### ACTIVITY
Please return every line from the entries that has the string "Describe" in it.
[RECORDS FOR THIS TASK — start]
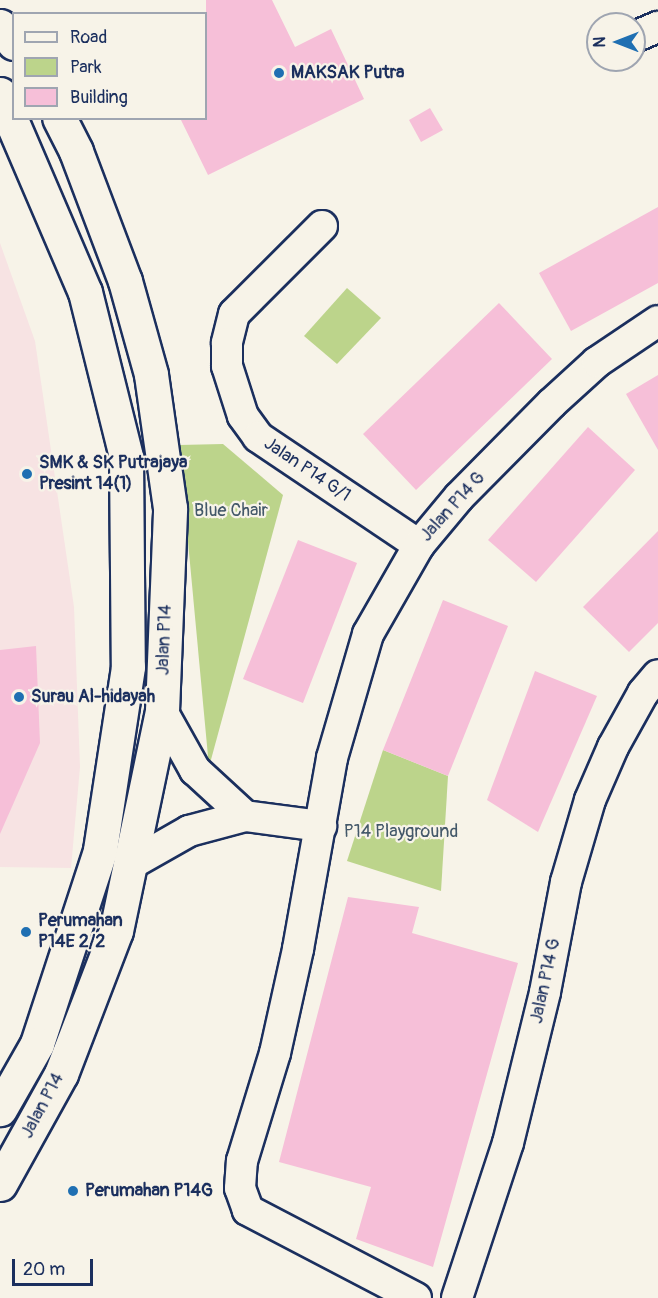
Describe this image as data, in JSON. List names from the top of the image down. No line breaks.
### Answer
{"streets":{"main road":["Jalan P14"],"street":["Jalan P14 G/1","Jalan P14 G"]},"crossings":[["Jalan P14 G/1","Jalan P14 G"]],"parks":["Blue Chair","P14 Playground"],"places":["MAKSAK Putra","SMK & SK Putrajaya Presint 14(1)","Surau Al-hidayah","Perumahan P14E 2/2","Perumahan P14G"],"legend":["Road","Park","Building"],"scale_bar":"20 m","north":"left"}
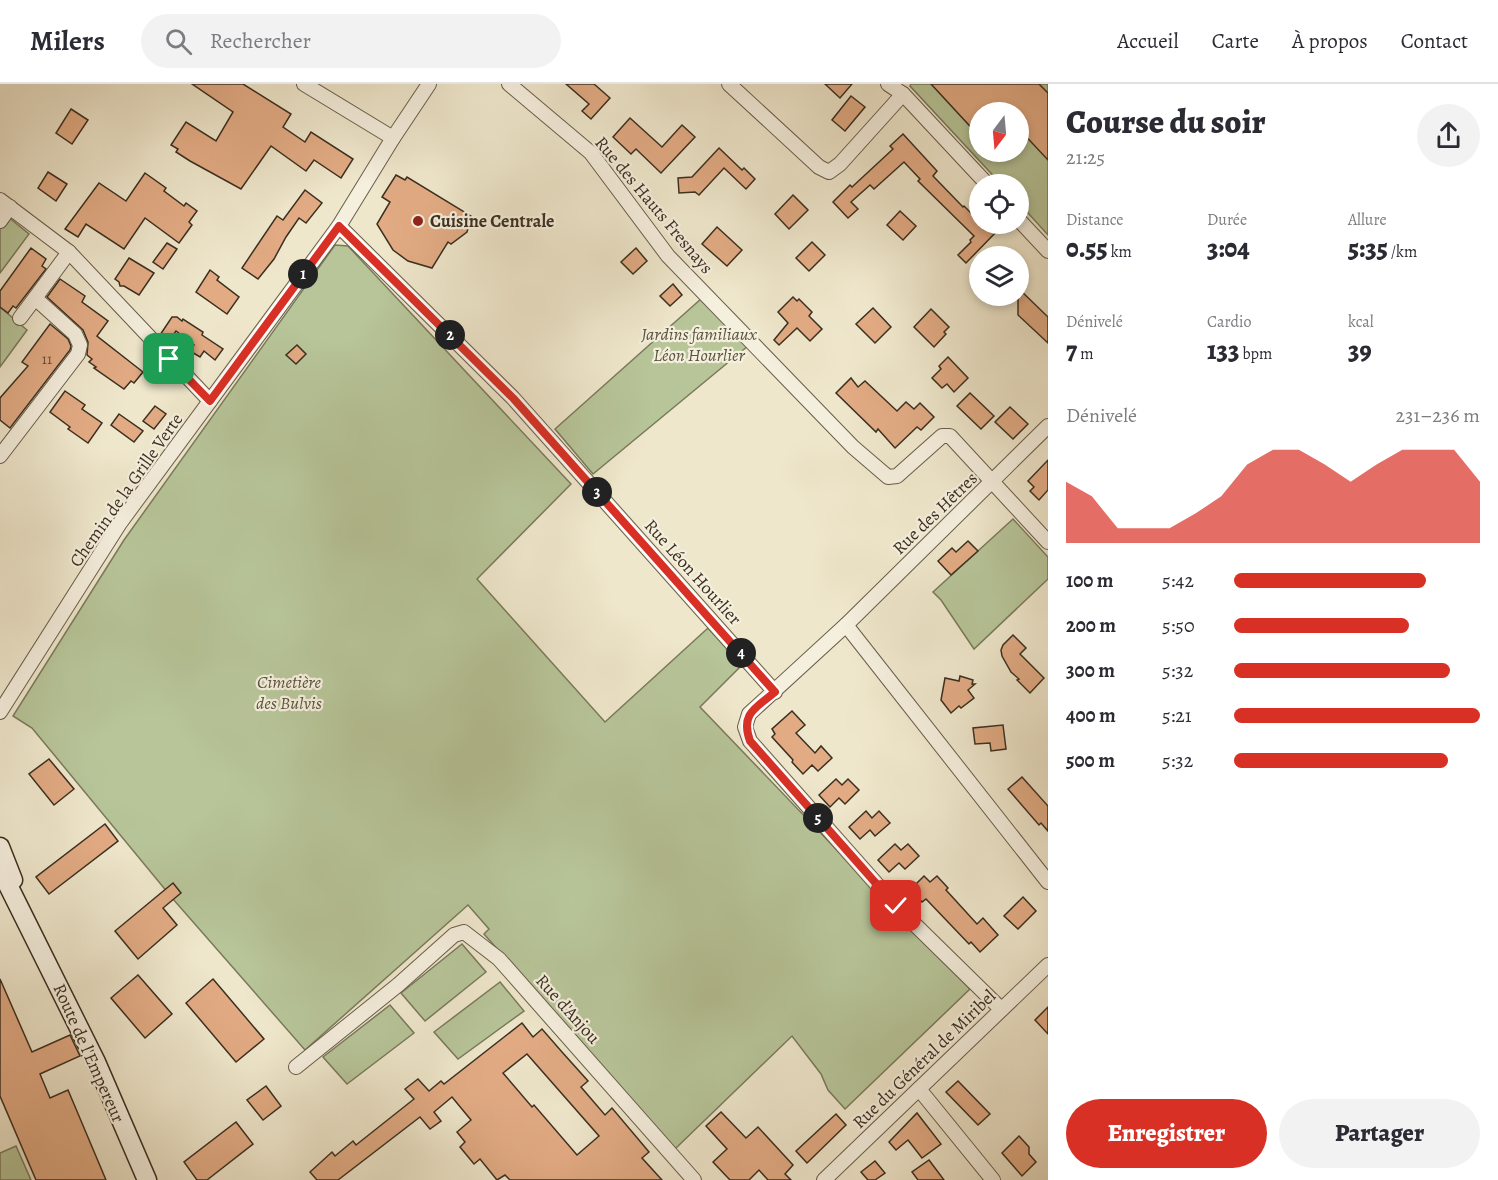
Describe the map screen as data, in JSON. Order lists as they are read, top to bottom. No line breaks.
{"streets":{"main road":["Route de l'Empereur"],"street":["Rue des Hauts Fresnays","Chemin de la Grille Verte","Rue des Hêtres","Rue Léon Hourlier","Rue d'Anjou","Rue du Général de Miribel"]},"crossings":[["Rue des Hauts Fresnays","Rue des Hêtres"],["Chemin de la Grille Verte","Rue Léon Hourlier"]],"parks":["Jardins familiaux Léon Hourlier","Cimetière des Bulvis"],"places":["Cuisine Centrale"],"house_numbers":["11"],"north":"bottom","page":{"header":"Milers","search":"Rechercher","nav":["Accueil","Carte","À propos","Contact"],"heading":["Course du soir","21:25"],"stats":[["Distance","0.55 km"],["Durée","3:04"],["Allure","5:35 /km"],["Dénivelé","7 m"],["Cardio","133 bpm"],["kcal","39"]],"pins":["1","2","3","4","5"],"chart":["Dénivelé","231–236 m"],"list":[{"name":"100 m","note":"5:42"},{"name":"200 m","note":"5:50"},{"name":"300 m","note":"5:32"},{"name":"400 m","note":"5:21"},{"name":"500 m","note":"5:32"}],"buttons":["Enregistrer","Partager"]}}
[RECORDS FOR THIS TASK — finish]
### WRITTEN ANSWER
Describe this image as data, in JSON. List names from the top of the image down. No line breaks.
Describe the map screen as data, in JSON. Order lists as they are read, top to bottom. No line breaks.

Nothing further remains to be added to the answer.